E' stato presentato a Roma il nuovo documento promosso da "Avviso pubblico", l'associazione degli enti locali e delle regioni contro le mafie. Il sindaco Filippeschi: "Siamo pronti ad adottarlo"

Si chiama “Carta di Pisa” il nuovo codice etico predisposto da “Avviso Pubblico”, l’associazione che riunisce gli enti locali e le regioni italiane impegnati nella lotta contro le mafie, per tutti gli amministratori che intendono rafforzare trasparenza e legalità nella pubblica amministrazione, presentato ieri pomeriggio a Roma nel corso di una conferenza stampa alla Camera dei Deputati. E il riferimento alla città della Torre è decisamente più che giustificato dato che in primo luogo il documento è stato realizzato da un gruppo di lavoro, coordinato dal professor Alberto Vannucci, direttore del Master sulla Corruzione dell’Università di Pisa, che materialmente ha tenuto nella città toscana quasi tutte le riunioni e gli incontri di lavoro. E poi perché proprio Pisa sarà la prima città italiana ad adottare la Carta, un vero e proprio codice che fornisce alcune precise indicazioni agli amministrazioni locali su una serie di questioni specifiche come la trasparenza, il conflitto d’interessi, il finanziamento dell’attività politica, le nomine in enti e società pubbliche e i rapporti con l’autorità giudiziaria.

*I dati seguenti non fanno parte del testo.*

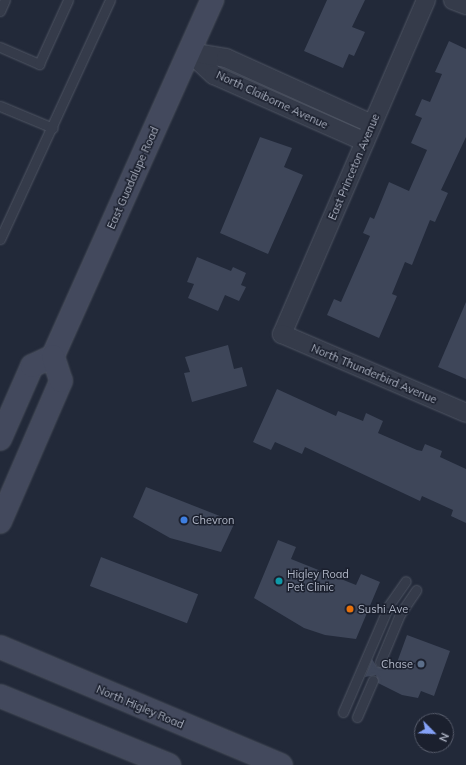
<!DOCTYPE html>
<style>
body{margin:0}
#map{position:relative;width:466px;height:765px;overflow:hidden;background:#222939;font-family:Mulish,sans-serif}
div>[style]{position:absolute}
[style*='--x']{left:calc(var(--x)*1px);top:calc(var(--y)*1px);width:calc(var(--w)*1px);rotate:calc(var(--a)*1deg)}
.building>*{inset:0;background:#3e4659;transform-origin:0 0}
.roads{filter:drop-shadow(0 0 1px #505664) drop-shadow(0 0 1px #505664)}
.service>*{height:9px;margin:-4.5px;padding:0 4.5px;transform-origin:4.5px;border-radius:4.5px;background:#353b4a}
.minor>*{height:18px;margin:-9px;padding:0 9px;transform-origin:9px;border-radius:9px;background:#353b4a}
.secondary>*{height:22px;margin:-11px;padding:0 11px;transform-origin:11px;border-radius:11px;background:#43495d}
.dots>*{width:11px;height:11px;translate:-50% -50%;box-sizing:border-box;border:2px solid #1b202e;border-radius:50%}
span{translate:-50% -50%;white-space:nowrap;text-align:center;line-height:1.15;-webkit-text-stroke:3px #1b202e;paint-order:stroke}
.street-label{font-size:11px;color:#b0b6c6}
.poi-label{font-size:11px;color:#b0b6c6}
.left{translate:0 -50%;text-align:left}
.right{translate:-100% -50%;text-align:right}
.north{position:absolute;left:414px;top:713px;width:40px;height:40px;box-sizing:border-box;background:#1b202e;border:1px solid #575c6b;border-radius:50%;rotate:114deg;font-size:11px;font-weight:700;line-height:16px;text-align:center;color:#b0b6c6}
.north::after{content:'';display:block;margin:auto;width:14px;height:18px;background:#84a1f7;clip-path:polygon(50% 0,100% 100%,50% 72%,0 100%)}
</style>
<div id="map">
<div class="building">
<div style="clip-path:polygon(327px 0,365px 0,352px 27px,365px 32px,354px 56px,349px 54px,343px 68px,304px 51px)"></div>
<div style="clip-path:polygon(449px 41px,466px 49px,466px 137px,441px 190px,448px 193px,435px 222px,430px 220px,412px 265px,405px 262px,392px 294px,397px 296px,379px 338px,327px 315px,334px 299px,341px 302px,370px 236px,363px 233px,370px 217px,374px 219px,389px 182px,409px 191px,427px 150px,411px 143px,422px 118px,415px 115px,422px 99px,430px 102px,442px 74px,435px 72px)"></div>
<div style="clip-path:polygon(260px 137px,292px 148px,284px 167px,303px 175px,268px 254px,220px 233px)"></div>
<div style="clip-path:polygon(197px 257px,231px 271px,233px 267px,246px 273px,241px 285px,246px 287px,239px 301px,225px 295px,218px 311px,188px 298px,194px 284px,187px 282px)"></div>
<div style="clip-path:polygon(466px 302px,466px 379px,438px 367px)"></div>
<div style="clip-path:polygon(228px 345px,234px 369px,242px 367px,247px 386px,192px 402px,184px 373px,190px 372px,185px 357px)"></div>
<div style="clip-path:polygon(277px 389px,336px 416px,338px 411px,363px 421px,366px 413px,383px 421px,378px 433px,417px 450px,422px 451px,425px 444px,442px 451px,440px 457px,466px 469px,466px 523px,451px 516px,453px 510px,422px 496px,420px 501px,305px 447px,302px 454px,275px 442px,271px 450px,253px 442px)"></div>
<div style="clip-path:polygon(146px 487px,235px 522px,221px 552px,170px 538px,133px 517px)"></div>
<div style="clip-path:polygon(278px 540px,296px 547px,291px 559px,356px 585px,361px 574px,380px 582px,356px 639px,325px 635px,304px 628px,254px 598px)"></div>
<div style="left:101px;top:557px;width:104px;height:31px;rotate:21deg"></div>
<div style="clip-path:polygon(407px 635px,450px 651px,434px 696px,421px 691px,418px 698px,402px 695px,378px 683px,376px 675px,365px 677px,372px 659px,377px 667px,386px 664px,395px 668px)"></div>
</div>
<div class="roads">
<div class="service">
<div style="--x:0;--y:11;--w:12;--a:-66"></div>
<div style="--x:0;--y:47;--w:43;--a:23.6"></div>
<div style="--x:39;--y:64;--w:70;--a:-65.6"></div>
<div style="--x:0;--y:106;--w:57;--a:22.5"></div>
<div style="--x:0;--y:239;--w:263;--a:-65.3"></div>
<div style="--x:380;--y:662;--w:52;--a:-67.4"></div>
<div style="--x:400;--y:614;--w:29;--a:-56"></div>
<div style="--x:343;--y:712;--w:116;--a:-66.7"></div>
<div style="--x:389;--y:605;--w:29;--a:-55"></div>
<div style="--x:357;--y:717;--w:40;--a:-66.6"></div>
</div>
<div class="minor">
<div style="--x:426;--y:0;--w:364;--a:113.3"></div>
<div style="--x:282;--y:334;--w:200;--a:23.2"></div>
<div style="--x:453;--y:0;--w:14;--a:21"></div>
<div style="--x:189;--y:52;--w:34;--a:43"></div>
<div style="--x:214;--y:75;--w:165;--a:23.9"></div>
<div style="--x:189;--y:52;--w:37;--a:9"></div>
<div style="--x:226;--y:58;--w:160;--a:24.3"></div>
</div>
<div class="secondary">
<div style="--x:0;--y:439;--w:80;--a:-66.3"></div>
<div style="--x:32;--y:366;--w:23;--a:-25"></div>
<div style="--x:53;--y:356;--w:390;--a:-65.9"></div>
<div style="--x:0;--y:522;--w:154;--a:-66.6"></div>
<div style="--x:61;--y:381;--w:26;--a:-108"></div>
<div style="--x:0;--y:647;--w:305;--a:22.8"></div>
<div style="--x:0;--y:696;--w:183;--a:22.2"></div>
</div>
</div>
<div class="dots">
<div style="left:184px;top:520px;background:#3f7fe0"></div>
<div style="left:279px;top:581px;background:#0f9aa8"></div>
<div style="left:350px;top:609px;background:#e8710a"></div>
<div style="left:421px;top:664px;background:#5c6f8a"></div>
</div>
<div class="street-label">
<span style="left:272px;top:100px;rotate:25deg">North Claiborne Avenue</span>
<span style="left:354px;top:167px;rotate:-67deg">East Princeton Avenue</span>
<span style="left:133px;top:178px;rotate:-66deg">East Guadalupe Road</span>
<span style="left:374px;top:374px;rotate:23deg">North Thunderbird Avenue</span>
<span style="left:140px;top:707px;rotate:23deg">North Higley Road</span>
</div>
<div class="poi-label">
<span class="left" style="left:192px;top:520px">Chevron</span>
<span class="left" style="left:287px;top:581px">Higley Road<br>Pet Clinic</span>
<span class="left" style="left:358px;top:609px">Sushi Ave</span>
<span class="right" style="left:413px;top:664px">Chase</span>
</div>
<div class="north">N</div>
</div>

“Sono molto contento che il nome della mia città venga associato ad un’iniziativa così importante per la lotta alla corruzione politica e amministrativa e per la trasparenza del potere pubblico e di questo ringrazio Avviso Pubblico - ha detto il sindaco di Pisa Marco Filippeschi, intervenuto alla presentazione del documento - abbiamo scelto di collaborare con la nostra Università per avviare nuove pratiche e questo è un inizio che dà la matrice per tante altre esperienze. La corruzione è un male assoluto e un enorme palla al piede dell'Italia. In particolare - ha proseguito - è significativo che il Codice etico possa essere adottato anche dai singoli sindaci. Questo evita percorsi complessi e consente di colpire nel segno, con sicurezza perché noi sindaci abbiamo poteri importanti e perché nominiamo gli assessori e i rappresentanti nelle aziende partecipate e nei consorzi, ai quali si estendono, naturalmente, le regole previste dal Codice. Sono pronto ad adottare il Codice che abbiamo presentato ieri, facendolo verificare al mio Segretario Generale e aggiungendo qualche specificazione legata alla nostra realtà. Inoltre come presidente di Legautonomie metterò l’associazione nella possibilità di veicolare questa iniziativa a tanti altri amministratori di tutto il paese”.

Il testo integrale del documento può essere scaricato da www.avvisopubblico.it.